I would be interested to hear how crowds of lawyers react to Adams if/when he tells them that most of them are bad at contract drafting. According to Bryan Garner, they “bristle” when tells them that, “on the whole, our profession can’t punctuate.”  Garner, the authority on legal writing, does more than remark on poor comma usage [so guilty!], he tells rooms full of lawyers that we are bad at writing in general:

For many years in lectures, I’ve likened practicing lawyers, when it comes to writing, to 23-handicap golfers who believe that they’re equal to the touring professionals. For those not golfers, this would mean that pretty poor golfers—those who habitually shoot in the mid-90s but benefit from the big handicap—somehow fool themselves into believing that they really are shooting in the mid-60s, and that they’re about as good as it gets. I’ve been trying, in other words, to say that lawyers on the whole don’t write well and have no clue that they don’t write well.

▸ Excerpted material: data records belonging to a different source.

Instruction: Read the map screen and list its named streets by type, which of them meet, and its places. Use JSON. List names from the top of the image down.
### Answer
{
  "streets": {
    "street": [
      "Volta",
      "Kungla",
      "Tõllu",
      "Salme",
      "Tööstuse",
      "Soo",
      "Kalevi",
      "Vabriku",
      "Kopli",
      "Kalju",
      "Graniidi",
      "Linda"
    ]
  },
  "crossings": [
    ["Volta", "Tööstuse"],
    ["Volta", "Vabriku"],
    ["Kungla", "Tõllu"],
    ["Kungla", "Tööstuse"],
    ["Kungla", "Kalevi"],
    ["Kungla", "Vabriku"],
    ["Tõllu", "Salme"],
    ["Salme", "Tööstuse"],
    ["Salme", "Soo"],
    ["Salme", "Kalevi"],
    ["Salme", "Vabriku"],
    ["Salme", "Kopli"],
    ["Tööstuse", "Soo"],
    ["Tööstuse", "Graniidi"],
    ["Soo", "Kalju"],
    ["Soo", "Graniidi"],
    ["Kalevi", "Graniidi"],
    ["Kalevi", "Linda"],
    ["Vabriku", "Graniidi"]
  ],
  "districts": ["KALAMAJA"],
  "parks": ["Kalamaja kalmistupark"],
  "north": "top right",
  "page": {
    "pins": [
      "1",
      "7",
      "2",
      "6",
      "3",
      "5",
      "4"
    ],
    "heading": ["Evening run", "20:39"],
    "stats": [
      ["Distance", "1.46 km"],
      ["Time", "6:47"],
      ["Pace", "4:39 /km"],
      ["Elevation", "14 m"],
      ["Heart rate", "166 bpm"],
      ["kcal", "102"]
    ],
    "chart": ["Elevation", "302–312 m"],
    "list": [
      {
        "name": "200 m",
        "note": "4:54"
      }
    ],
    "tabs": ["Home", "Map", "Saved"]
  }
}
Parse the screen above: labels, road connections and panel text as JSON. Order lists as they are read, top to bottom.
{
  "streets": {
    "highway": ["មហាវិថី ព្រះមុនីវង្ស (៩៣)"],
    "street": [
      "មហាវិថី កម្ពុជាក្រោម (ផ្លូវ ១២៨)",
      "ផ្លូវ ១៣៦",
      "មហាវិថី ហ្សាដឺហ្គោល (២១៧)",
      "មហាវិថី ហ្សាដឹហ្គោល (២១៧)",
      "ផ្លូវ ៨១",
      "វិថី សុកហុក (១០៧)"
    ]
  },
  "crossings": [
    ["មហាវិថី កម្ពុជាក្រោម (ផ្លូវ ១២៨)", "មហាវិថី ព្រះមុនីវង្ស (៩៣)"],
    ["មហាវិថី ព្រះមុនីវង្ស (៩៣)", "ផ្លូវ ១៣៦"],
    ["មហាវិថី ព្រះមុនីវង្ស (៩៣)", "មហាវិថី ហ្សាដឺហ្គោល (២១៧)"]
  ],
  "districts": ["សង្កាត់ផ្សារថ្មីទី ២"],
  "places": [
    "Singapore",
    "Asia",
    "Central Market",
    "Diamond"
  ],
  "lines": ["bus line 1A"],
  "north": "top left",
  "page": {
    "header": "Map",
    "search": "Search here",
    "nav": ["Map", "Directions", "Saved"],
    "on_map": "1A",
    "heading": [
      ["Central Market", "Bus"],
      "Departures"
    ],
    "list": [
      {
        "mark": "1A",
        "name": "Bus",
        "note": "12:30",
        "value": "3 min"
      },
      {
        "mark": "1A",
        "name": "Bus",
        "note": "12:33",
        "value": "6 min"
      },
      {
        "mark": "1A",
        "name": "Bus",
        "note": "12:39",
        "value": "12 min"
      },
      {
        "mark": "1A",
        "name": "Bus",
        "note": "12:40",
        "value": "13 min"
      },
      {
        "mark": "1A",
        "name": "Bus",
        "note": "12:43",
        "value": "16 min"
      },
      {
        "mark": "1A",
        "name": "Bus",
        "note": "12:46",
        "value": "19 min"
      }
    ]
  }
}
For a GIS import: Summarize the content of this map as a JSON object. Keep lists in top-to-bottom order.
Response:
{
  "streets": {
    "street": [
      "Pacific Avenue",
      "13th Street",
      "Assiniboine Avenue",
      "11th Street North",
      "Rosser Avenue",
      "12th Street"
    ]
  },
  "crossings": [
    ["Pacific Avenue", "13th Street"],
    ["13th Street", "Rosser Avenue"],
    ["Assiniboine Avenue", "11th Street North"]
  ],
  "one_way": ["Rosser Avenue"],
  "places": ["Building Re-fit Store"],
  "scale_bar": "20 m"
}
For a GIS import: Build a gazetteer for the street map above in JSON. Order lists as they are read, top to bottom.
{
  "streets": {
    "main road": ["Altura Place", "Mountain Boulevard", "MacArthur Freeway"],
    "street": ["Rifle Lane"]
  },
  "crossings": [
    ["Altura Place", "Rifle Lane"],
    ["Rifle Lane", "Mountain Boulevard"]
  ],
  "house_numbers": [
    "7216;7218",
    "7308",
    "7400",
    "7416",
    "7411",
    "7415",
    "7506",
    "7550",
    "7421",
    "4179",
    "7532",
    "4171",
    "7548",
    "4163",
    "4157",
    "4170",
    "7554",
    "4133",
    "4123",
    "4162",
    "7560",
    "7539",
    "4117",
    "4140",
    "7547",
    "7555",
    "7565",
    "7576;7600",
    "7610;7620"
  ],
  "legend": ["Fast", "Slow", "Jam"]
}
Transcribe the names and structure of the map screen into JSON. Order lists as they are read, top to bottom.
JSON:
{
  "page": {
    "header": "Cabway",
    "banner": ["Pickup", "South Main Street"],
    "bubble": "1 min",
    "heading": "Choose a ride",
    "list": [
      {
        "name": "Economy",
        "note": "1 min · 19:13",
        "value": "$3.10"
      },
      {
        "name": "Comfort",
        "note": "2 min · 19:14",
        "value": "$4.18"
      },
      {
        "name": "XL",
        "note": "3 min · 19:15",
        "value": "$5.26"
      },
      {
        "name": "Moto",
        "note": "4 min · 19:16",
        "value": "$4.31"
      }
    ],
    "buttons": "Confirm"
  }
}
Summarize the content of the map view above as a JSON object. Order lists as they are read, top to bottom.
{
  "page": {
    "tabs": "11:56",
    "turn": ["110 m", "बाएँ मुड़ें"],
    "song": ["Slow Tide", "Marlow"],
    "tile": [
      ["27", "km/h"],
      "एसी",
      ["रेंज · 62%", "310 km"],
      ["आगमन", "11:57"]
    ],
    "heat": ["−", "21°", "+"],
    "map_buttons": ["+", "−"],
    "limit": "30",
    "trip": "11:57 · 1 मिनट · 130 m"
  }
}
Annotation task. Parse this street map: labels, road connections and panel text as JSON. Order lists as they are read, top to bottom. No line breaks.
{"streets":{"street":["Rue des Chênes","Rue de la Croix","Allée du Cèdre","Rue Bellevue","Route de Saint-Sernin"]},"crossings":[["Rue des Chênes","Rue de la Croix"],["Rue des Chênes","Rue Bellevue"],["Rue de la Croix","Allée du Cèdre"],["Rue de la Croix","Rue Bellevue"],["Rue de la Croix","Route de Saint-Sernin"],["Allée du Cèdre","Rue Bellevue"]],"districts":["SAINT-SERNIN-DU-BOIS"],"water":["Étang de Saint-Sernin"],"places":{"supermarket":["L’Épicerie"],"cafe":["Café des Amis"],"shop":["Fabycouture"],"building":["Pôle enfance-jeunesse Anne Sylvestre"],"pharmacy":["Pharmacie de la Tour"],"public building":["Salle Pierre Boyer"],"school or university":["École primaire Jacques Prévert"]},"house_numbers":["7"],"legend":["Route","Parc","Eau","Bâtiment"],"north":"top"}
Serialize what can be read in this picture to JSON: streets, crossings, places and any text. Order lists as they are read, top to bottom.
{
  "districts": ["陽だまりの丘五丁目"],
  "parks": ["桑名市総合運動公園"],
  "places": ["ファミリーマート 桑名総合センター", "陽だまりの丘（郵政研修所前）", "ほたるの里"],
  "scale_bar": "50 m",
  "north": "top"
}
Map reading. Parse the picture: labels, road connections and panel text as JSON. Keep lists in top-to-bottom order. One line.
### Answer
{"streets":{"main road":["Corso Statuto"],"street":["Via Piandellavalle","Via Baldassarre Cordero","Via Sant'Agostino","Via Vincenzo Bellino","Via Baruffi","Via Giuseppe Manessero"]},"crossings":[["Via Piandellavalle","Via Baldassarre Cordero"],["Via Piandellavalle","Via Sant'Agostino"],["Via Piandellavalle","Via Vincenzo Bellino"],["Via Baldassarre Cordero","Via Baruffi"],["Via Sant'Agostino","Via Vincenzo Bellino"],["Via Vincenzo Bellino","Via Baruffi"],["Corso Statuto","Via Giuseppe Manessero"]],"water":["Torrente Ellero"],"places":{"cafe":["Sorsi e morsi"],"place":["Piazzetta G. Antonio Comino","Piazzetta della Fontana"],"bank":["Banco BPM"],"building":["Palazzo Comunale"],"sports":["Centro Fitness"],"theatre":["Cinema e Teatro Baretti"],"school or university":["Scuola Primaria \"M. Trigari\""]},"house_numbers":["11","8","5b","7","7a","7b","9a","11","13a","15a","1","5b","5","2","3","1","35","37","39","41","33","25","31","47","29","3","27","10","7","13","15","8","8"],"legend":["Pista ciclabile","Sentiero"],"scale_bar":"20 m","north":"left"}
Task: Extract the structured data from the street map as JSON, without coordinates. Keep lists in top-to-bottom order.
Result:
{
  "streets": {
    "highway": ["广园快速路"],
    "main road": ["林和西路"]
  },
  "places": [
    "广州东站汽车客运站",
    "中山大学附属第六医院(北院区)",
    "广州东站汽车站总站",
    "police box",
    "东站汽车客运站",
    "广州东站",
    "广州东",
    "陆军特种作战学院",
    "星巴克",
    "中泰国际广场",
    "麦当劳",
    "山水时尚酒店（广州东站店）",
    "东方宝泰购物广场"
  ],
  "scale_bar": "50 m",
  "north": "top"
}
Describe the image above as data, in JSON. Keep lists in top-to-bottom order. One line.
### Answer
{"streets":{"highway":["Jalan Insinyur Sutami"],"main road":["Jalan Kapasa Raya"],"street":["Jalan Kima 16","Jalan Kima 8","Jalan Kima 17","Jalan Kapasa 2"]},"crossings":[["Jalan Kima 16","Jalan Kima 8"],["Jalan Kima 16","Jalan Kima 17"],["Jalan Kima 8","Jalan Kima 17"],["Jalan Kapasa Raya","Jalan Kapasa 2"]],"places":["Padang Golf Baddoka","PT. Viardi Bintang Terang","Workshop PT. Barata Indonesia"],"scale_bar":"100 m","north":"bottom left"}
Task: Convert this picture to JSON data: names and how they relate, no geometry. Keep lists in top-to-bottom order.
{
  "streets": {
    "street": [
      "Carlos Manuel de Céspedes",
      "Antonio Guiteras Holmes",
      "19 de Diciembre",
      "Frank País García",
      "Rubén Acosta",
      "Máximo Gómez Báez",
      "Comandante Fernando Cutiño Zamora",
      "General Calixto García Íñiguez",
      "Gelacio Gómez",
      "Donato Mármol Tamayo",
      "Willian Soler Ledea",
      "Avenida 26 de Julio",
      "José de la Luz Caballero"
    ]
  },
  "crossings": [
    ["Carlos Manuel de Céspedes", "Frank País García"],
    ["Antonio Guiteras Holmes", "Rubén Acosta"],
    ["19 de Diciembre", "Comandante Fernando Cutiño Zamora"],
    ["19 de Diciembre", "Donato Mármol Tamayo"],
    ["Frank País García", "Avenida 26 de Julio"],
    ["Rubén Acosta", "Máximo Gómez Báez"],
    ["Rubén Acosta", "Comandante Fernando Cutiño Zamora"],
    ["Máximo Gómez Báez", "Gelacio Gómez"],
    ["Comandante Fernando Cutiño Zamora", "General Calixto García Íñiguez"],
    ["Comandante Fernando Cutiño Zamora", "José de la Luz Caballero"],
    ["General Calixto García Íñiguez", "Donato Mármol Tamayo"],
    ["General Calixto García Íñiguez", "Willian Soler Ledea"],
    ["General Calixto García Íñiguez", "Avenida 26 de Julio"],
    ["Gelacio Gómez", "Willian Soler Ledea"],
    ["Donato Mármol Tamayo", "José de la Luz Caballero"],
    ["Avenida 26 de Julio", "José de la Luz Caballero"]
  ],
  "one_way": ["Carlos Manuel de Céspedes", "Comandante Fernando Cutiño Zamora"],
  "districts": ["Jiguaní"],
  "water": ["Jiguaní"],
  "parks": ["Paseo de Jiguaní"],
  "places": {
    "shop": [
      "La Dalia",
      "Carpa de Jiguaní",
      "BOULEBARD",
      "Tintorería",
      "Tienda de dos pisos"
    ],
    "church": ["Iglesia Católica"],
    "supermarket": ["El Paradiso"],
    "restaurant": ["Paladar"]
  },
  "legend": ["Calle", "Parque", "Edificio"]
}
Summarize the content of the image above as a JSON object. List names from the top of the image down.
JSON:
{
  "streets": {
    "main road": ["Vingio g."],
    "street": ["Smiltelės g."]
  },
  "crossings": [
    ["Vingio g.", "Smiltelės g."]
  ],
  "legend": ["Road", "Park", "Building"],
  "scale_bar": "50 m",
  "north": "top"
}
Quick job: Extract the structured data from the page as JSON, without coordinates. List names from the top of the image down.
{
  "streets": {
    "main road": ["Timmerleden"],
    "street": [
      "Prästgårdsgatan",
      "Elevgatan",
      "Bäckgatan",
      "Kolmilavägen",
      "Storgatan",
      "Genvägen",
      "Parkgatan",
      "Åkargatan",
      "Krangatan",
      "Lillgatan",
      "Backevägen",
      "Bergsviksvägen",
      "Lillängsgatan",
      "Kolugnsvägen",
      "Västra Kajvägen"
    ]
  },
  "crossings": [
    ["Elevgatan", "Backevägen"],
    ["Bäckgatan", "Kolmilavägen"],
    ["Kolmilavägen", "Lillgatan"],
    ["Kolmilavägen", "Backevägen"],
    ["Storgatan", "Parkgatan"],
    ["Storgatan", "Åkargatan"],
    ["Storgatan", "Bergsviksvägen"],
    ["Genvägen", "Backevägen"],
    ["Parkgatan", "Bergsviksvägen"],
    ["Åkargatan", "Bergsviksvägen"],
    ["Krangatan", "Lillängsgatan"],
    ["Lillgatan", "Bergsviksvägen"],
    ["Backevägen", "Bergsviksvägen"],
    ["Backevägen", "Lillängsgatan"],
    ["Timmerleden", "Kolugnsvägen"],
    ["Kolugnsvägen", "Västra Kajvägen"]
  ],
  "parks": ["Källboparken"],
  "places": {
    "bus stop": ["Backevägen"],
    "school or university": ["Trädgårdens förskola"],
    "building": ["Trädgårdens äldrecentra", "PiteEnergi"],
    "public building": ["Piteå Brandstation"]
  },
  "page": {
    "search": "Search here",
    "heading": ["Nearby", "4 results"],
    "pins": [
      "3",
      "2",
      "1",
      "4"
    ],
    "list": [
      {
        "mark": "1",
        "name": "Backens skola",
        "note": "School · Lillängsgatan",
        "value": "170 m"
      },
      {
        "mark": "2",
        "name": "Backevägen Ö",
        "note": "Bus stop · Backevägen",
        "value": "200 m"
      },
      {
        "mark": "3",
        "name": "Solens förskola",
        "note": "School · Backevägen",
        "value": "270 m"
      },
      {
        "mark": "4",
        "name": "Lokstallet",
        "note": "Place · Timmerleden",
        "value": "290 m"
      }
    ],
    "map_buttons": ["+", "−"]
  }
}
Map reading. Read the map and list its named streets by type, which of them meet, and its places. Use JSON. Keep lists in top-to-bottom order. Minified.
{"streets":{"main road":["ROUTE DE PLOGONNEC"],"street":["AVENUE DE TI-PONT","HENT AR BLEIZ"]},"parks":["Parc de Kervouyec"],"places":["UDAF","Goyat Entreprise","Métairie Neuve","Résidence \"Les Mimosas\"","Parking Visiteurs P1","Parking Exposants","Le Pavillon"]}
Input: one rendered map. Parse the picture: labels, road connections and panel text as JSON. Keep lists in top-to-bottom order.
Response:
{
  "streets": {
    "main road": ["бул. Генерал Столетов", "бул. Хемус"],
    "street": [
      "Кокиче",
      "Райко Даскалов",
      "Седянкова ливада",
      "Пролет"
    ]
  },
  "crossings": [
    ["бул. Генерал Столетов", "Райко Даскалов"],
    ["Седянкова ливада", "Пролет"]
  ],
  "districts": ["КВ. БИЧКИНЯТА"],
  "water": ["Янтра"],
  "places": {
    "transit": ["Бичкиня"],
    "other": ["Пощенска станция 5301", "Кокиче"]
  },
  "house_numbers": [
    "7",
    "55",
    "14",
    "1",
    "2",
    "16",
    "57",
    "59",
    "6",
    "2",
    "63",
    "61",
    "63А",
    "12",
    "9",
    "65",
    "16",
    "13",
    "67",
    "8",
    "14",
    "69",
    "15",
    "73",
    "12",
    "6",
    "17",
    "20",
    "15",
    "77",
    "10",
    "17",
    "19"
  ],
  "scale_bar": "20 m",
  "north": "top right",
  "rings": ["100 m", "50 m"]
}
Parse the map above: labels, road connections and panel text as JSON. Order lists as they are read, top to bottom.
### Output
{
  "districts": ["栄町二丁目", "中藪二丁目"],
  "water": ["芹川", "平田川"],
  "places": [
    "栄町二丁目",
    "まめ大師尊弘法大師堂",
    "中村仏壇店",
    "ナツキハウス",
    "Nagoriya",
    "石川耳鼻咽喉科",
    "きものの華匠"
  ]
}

In the quoted article, Garner discusses Dunning-Kruger, or illusory superiority. Ignorance begets confidence due to meta-ignorance–ignorance of our own ignorance. Because we don’t know what we don’t know, we labor under delusions of adequacy. We then erect those delusions of adequacy (or grandeur) as the standard against which we measure potential departures from the status quo. Legal forms are just part of a much broader discussion of what kind of work requires a human lawyer admitted to the bar in a particular state. Think of UPL regulations, humans as the “gold standard” in document review, the kind of work amenable to outsourcing, etc.

I write quite a bit about using process and technology to complement legal expertise. I spill most of my digital ink defending the complements–process and technology–and trying to explain how they augment or leverage the expertise. Maybe I need to spend a little more energy questioning the implicit assumption that the expertise is all that expert.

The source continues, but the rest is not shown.